§ RECORDED DATA:
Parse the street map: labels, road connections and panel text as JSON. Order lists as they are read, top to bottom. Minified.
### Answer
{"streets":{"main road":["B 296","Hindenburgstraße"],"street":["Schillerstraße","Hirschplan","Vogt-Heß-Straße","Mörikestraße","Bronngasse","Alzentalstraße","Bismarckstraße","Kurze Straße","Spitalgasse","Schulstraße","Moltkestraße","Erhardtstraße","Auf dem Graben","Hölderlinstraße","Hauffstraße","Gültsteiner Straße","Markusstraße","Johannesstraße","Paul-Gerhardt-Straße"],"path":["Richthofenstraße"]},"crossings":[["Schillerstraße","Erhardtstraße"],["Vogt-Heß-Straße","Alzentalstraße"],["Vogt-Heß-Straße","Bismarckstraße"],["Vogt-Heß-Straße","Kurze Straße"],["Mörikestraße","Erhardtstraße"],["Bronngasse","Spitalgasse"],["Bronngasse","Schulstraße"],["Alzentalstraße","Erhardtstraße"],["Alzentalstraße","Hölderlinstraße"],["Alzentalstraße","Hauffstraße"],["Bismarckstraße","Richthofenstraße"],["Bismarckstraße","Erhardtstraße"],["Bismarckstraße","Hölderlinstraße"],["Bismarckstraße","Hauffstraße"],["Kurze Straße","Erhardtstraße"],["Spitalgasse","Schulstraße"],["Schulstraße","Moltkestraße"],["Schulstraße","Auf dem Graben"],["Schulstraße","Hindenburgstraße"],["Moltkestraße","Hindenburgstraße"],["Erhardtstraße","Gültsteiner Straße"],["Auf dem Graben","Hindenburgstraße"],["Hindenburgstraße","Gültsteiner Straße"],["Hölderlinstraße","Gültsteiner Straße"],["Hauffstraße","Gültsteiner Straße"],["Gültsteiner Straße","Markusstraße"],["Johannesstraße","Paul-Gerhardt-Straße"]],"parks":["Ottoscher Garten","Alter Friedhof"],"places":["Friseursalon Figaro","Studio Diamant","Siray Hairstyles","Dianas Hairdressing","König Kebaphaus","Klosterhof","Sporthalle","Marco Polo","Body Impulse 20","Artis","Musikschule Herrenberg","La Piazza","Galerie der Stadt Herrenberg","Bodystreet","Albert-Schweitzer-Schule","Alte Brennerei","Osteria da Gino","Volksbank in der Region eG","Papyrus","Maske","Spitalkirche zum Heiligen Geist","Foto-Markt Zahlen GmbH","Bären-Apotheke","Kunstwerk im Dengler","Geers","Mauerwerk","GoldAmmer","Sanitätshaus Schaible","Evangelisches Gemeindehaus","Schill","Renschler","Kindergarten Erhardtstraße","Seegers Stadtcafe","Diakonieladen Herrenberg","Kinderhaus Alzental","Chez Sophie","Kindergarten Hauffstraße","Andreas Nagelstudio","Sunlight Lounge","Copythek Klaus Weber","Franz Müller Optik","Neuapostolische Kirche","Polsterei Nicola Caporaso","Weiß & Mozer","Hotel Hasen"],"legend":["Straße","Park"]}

§ WHAT TO DO: Word for word, set down all of the material.

§ ANSWER BOX:
Parse the street map: labels, road connections and panel text as JSON. Order lists as they are read, top to bottom. Minified.
### Answer
{"streets":{"main road":["B 296","Hindenburgstraße"],"street":["Schillerstraße","Hirschplan","Vogt-Heß-Straße","Mörikestraße","Bronngasse","Alzentalstraße","Bismarckstraße","Kurze Straße","Spitalgasse","Schulstraße","Moltkestraße","Erhardtstraße","Auf dem Graben","Hölderlinstraße","Hauffstraße","Gültsteiner Straße","Markusstraße","Johannesstraße","Paul-Gerhardt-Straße"],"path":["Richthofenstraße"]},"crossings":[["Schillerstraße","Erhardtstraße"],["Vogt-Heß-Straße","Alzentalstraße"],["Vogt-Heß-Straße","Bismarckstraße"],["Vogt-Heß-Straße","Kurze Straße"],["Mörikestraße","Erhardtstraße"],["Bronngasse","Spitalgasse"],["Bronngasse","Schulstraße"],["Alzentalstraße","Erhardtstraße"],["Alzentalstraße","Hölderlinstraße"],["Alzentalstraße","Hauffstraße"],["Bismarckstraße","Richthofenstraße"],["Bismarckstraße","Erhardtstraße"],["Bismarckstraße","Hölderlinstraße"],["Bismarckstraße","Hauffstraße"],["Kurze Straße","Erhardtstraße"],["Spitalgasse","Schulstraße"],["Schulstraße","Moltkestraße"],["Schulstraße","Auf dem Graben"],["Schulstraße","Hindenburgstraße"],["Moltkestraße","Hindenburgstraße"],["Erhardtstraße","Gültsteiner Straße"],["Auf dem Graben","Hindenburgstraße"],["Hindenburgstraße","Gültsteiner Straße"],["Hölderlinstraße","Gültsteiner Straße"],["Hauffstraße","Gültsteiner Straße"],["Gültsteiner Straße","Markusstraße"],["Johannesstraße","Paul-Gerhardt-Straße"]],"parks":["Ottoscher Garten","Alter Friedhof"],"places":["Friseursalon Figaro","Studio Diamant","Siray Hairstyles","Dianas Hairdressing","König Kebaphaus","Klosterhof","Sporthalle","Marco Polo","Body Impulse 20","Artis","Musikschule Herrenberg","La Piazza","Galerie der Stadt Herrenberg","Bodystreet","Albert-Schweitzer-Schule","Alte Brennerei","Osteria da Gino","Volksbank in der Region eG","Papyrus","Maske","Spitalkirche zum Heiligen Geist","Foto-Markt Zahlen GmbH","Bären-Apotheke","Kunstwerk im Dengler","Geers","Mauerwerk","GoldAmmer","Sanitätshaus Schaible","Evangelisches Gemeindehaus","Schill","Renschler","Kindergarten Erhardtstraße","Seegers Stadtcafe","Diakonieladen Herrenberg","Kinderhaus Alzental","Chez Sophie","Kindergarten Hauffstraße","Andreas Nagelstudio","Sunlight Lounge","Copythek Klaus Weber","Franz Müller Optik","Neuapostolische Kirche","Polsterei Nicola Caporaso","Weiß & Mozer","Hotel Hasen"],"legend":["Straße","Park"]}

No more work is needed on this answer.